Task item -
Report each line from the records where the string "Melquiades" turns up.
━━━━━ Data under study
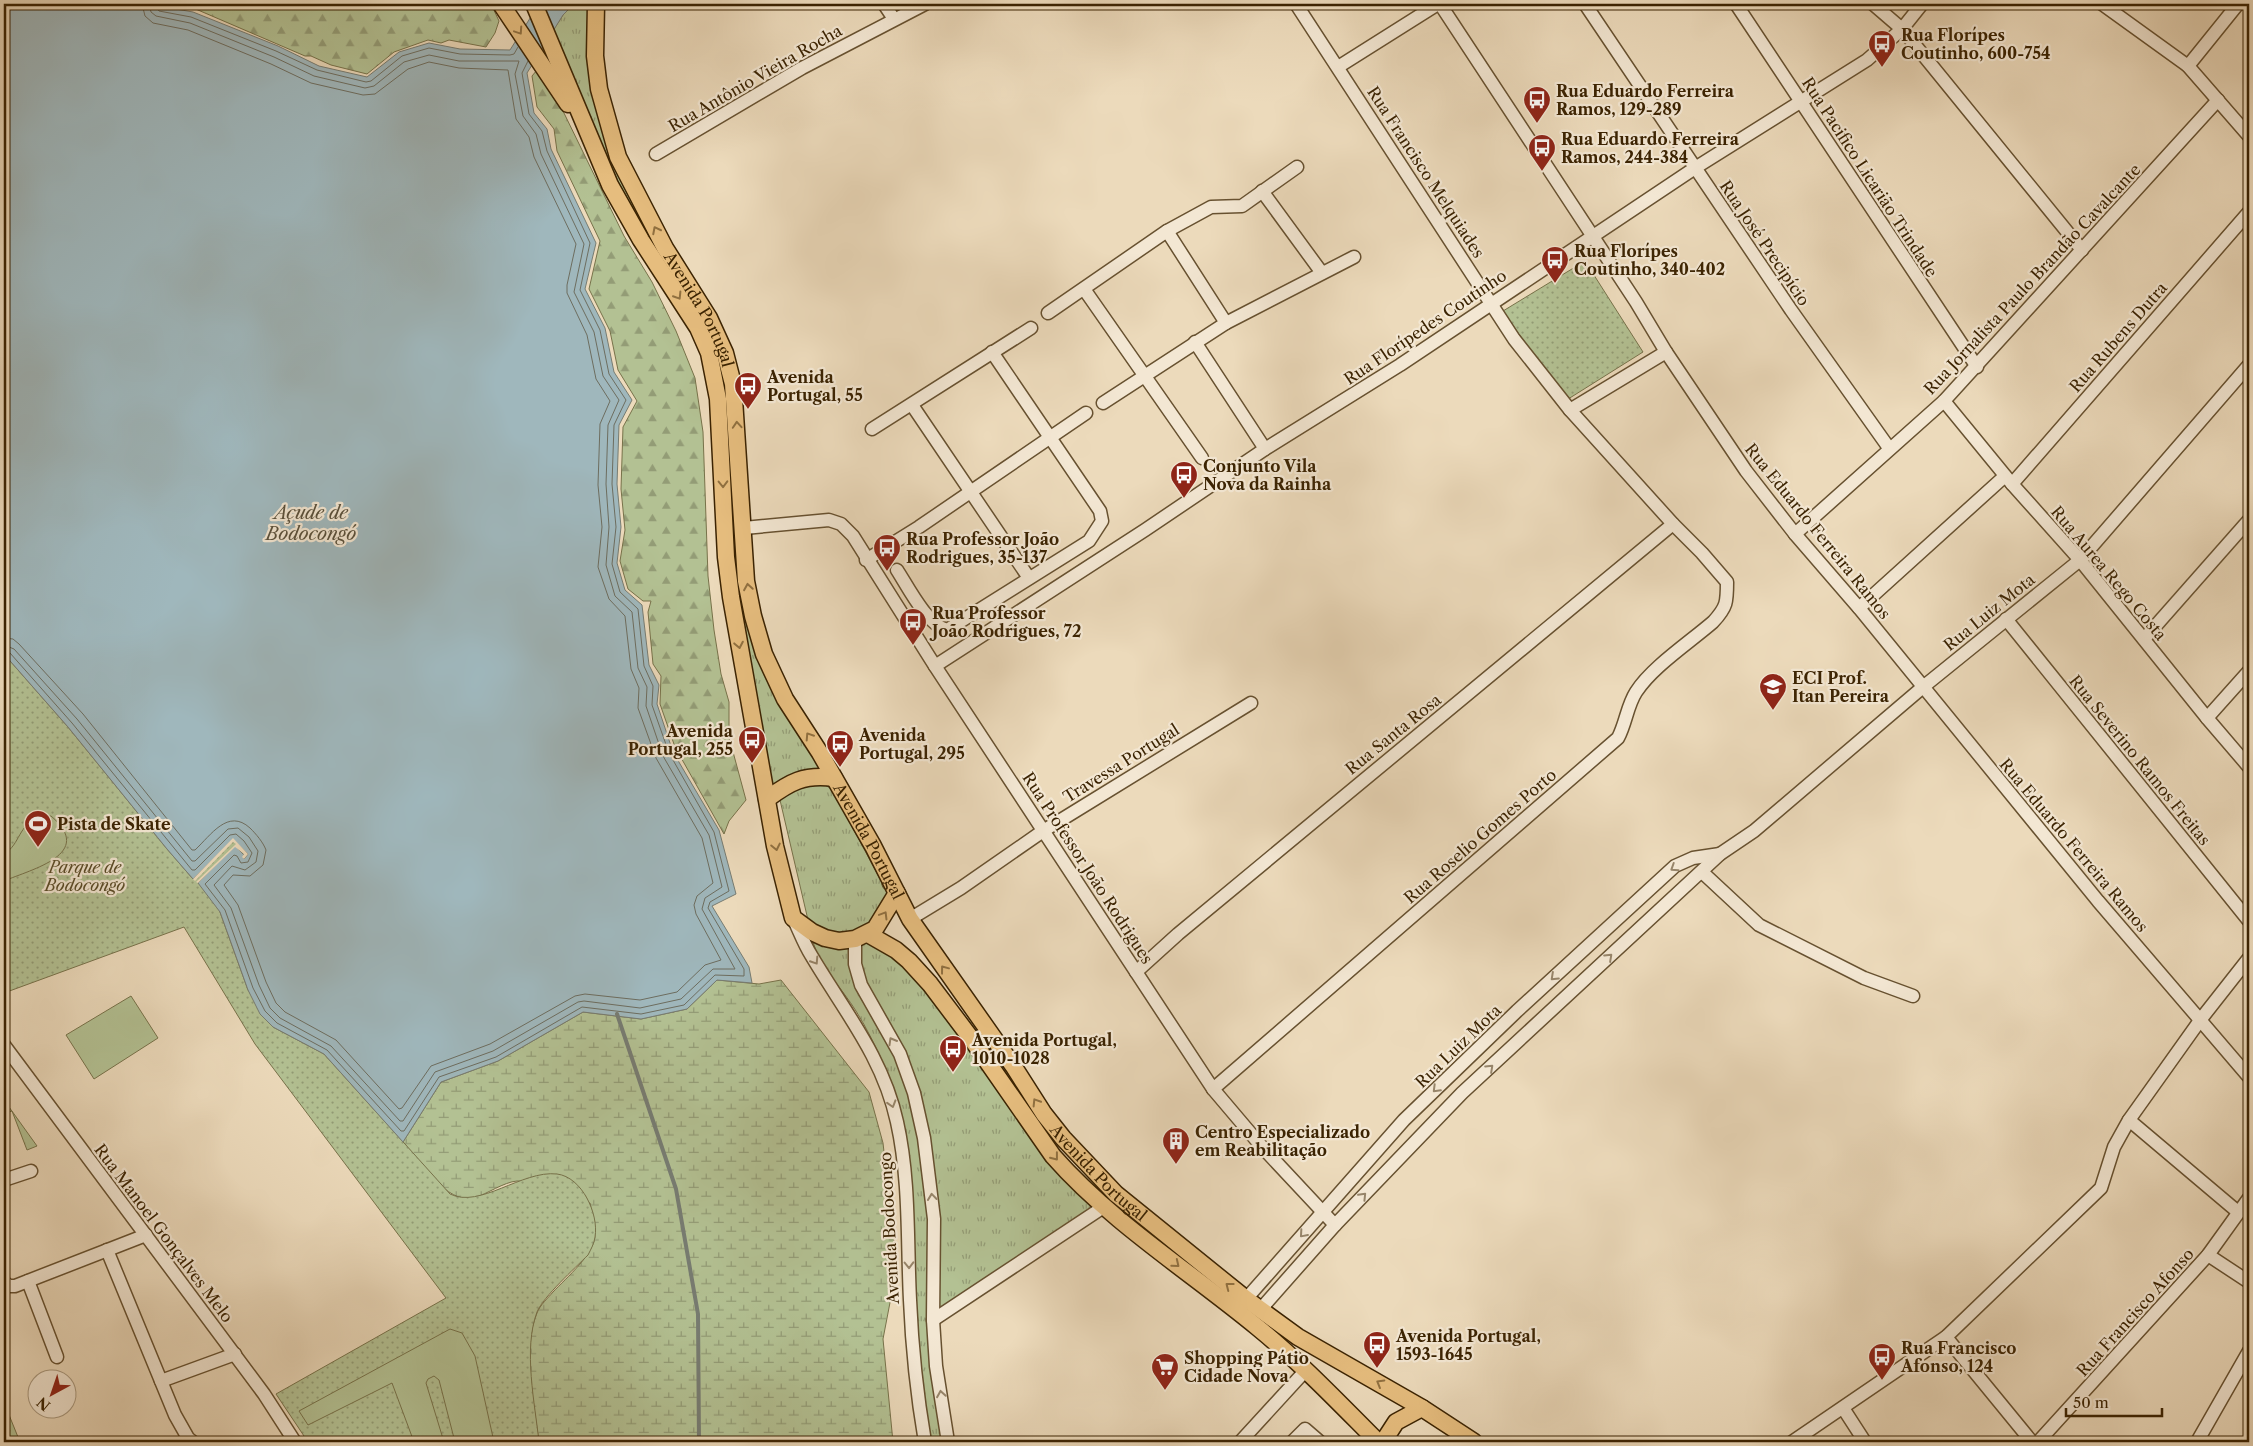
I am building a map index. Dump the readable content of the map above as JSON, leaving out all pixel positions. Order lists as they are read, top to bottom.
{
  "streets": {
    "main road": ["Avenida Portugal"],
    "street": [
      "Rua Antônio Vieira Rocha",
      "Rua Francisco Melquiades",
      "Rua Pacifico Licarião Trindade",
      "Rua José Precipício",
      "Rua Jornalista Paulo Brandão Cavalcante",
      "Rua Florípedes Coutinho",
      "Rua Rubens Dutra",
      "Rua Eduardo Ferreira Ramos",
      "Rua Aurea Rego Costa",
      "Rua Luiz Mota",
      "Rua Santa Rosa",
      "Rua Severino Ramos Freitas",
      "Travessa Portugal",
      "Rua Roselio Gomes Porto",
      "Rua Professor João Rodrigues",
      "Avenida Bodocongo",
      "Rua Manoel Gonçalves Melo",
      "Rua Francisco Afonso"
    ]
  },
  "crossings": [
    ["Rua Francisco Melquiades", "Rua Florípedes Coutinho"],
    ["Rua Francisco Melquiades", "Rua Santa Rosa"],
    ["Rua Francisco Melquiades", "Rua Roselio Gomes Porto"],
    ["Rua Pacifico Licarião Trindade", "Rua Jornalista Paulo Brandão Cavalcante"],
    ["Rua Pacifico Licarião Trindade", "Rua Florípedes Coutinho"],
    ["Rua José Precipício", "Rua Jornalista Paulo Brandão Cavalcante"],
    ["Rua José Precipício", "Rua Florípedes Coutinho"],
    ["Rua Jornalista Paulo Brandão Cavalcante", "Rua Eduardo Ferreira Ramos"],
    ["Rua Jornalista Paulo Brandão Cavalcante", "Rua Aurea Rego Costa"],
    ["Avenida Portugal", "Rua Luiz Mota"],
    ["Avenida Portugal", "Travessa Portugal"],
    ["Avenida Portugal", "Rua Professor João Rodrigues"],
    ["Avenida Portugal", "Avenida Bodocongo"],
    ["Rua Florípedes Coutinho", "Rua Eduardo Ferreira Ramos"],
    ["Rua Florípedes Coutinho", "Rua Professor João Rodrigues"],
    ["Rua Rubens Dutra", "Rua Eduardo Ferreira Ramos"],
    ["Rua Rubens Dutra", "Rua Aurea Rego Costa"],
    ["Rua Eduardo Ferreira Ramos", "Rua Luiz Mota"],
    ["Rua Aurea Rego Costa", "Rua Luiz Mota"],
    ["Rua Luiz Mota", "Rua Severino Ramos Freitas"],
    ["Rua Luiz Mota", "Rua Professor João Rodrigues"],
    ["Rua Santa Rosa", "Rua Professor João Rodrigues"],
    ["Travessa Portugal", "Rua Professor João Rodrigues"],
    ["Rua Roselio Gomes Porto", "Rua Professor João Rodrigues"]
  ],
  "water": ["Açude de Bodocongó"],
  "parks": ["Parque de Bodocongó"],
  "places": {
    "bus stop": [
      "Rua Florípes Coutinho, 600-754",
      "Rua Eduardo Ferreira Ramos, 129-289",
      "Rua Eduardo Ferreira Ramos, 244-384",
      "Rua Florípes Coutinho, 340-402",
      "Avenida Portugal, 55",
      "Conjunto Vila Nova da Rainha",
      "Rua Professor João Rodrigues, 35-137",
      "Rua Professor João Rodrigues, 72",
      "Avenida Portugal, 255",
      "Avenida Portugal, 295",
      "Avenida Portugal, 1010-1028",
      "Avenida Portugal, 1593-1645",
      "Rua Francisco Afonso, 124"
    ],
    "school or university": ["ECI Prof. Itan Pereira"],
    "sports": ["Pista de Skate"],
    "building": ["Centro Especializado em Reabilitação"],
    "supermarket": ["Shopping Pátio Cidade Nova"]
  },
  "scale_bar": "50 m",
  "north": "bottom left"
}
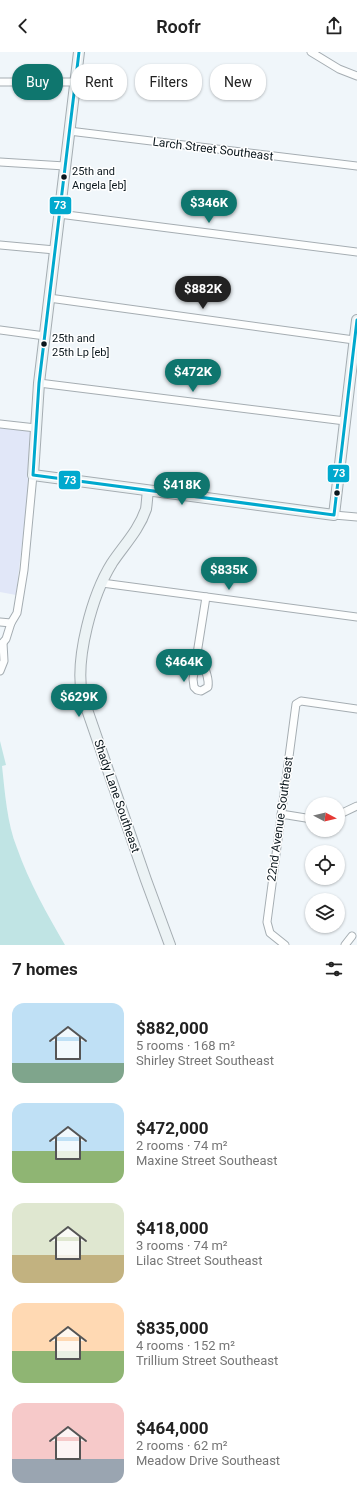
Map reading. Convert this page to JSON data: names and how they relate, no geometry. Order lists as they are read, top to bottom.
{
  "streets": {
    "street": ["Larch Street Southeast", "Shady Lane Southeast", "22nd Avenue Southeast"]
  },
  "places": ["25th and Angela [eb]", "25th and 25th Lp [eb]"],
  "lines": ["transit line 73"],
  "north": "right",
  "page": {
    "header": "Roofr",
    "chip": [
      "Buy",
      "Rent",
      "Filters",
      "New"
    ],
    "price": [
      "$346K",
      "$882K",
      "$472K",
      "$418K",
      "$835K",
      "$464K",
      "$629K"
    ],
    "heading": "7 homes",
    "list": [
      {
        "name": "$882,000",
        "note": "5 rooms · 168 m² · Shirley Street Southeast"
      },
      {
        "name": "$472,000",
        "note": "2 rooms · 74 m² · Maxine Street Southeast"
      },
      {
        "name": "$418,000",
        "note": "3 rooms · 74 m² · Lilac Street Southeast"
      },
      {
        "name": "$835,000",
        "note": "4 rooms · 152 m² · Trillium Street Southeast"
      },
      {
        "name": "$464,000",
        "note": "2 rooms · 62 m² · Meadow Drive Southeast"
      }
    ]
  }
}
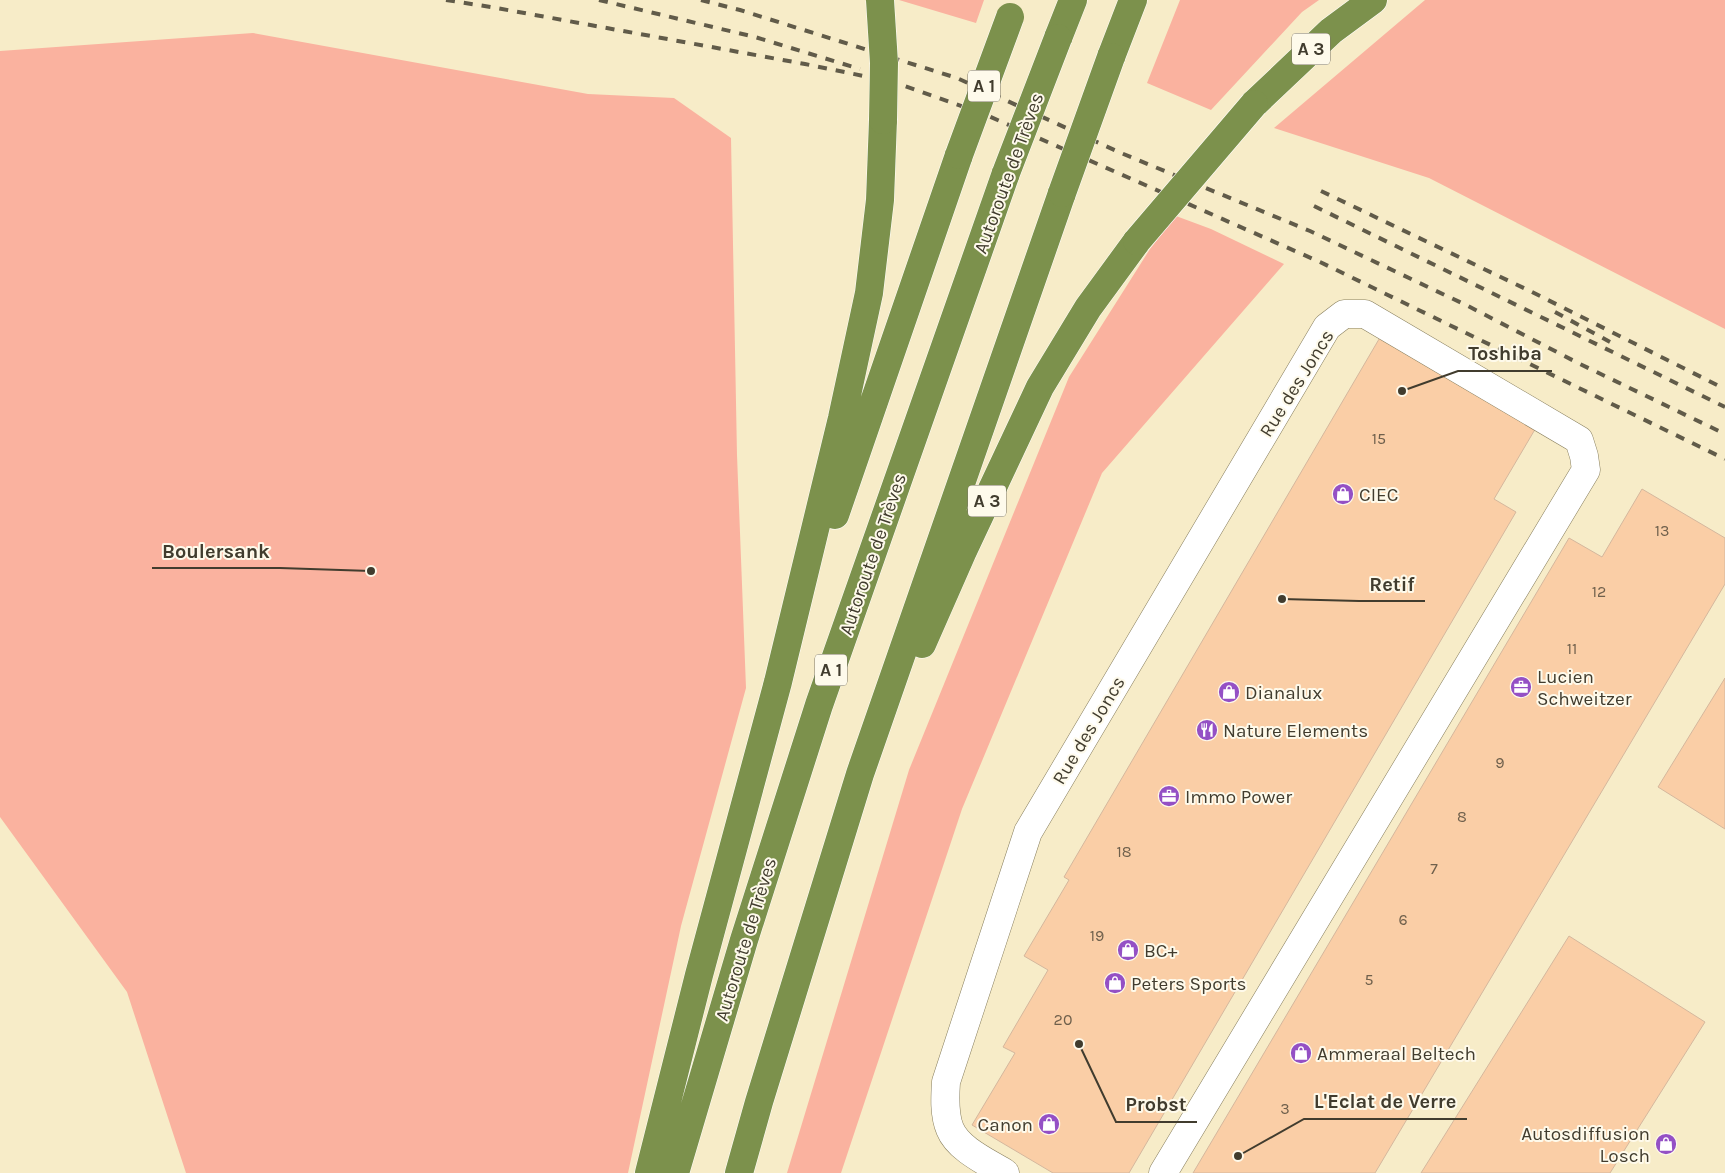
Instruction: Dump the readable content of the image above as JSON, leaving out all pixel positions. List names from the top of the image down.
{
  "streets": {
    "highway": ["A 3", "A 1", "Autoroute de Trèves"],
    "street": ["Rue des Joncs"]
  },
  "places": {
    "other": [
      "Toshiba",
      "Boulersank",
      "Retif",
      "Probst",
      "L'Eclat de Verre"
    ],
    "shop": [
      "CIEC",
      "Dianalux",
      "BC+",
      "Peters Sports",
      "Ammeraal Beltech",
      "Canon",
      "Autosdiffusion Losch"
    ],
    "office": ["Lucien Schweitzer", "Immo Power"],
    "restaurant": ["Nature Elements"]
  },
  "house_numbers": [
    "15",
    "13",
    "12",
    "11",
    "9",
    "8",
    "18",
    "7",
    "6",
    "19",
    "5",
    "20",
    "3"
  ]
}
━━━━━━━━━━
Finished task -
      "Rua Francisco Melquiades",
    ["Rua Francisco Melquiades", "Rua Florípedes Coutinho"],
    ["Rua Francisco Melquiades", "Rua Santa Rosa"],
    ["Rua Francisco Melquiades", "Rua Roselio Gomes Porto"],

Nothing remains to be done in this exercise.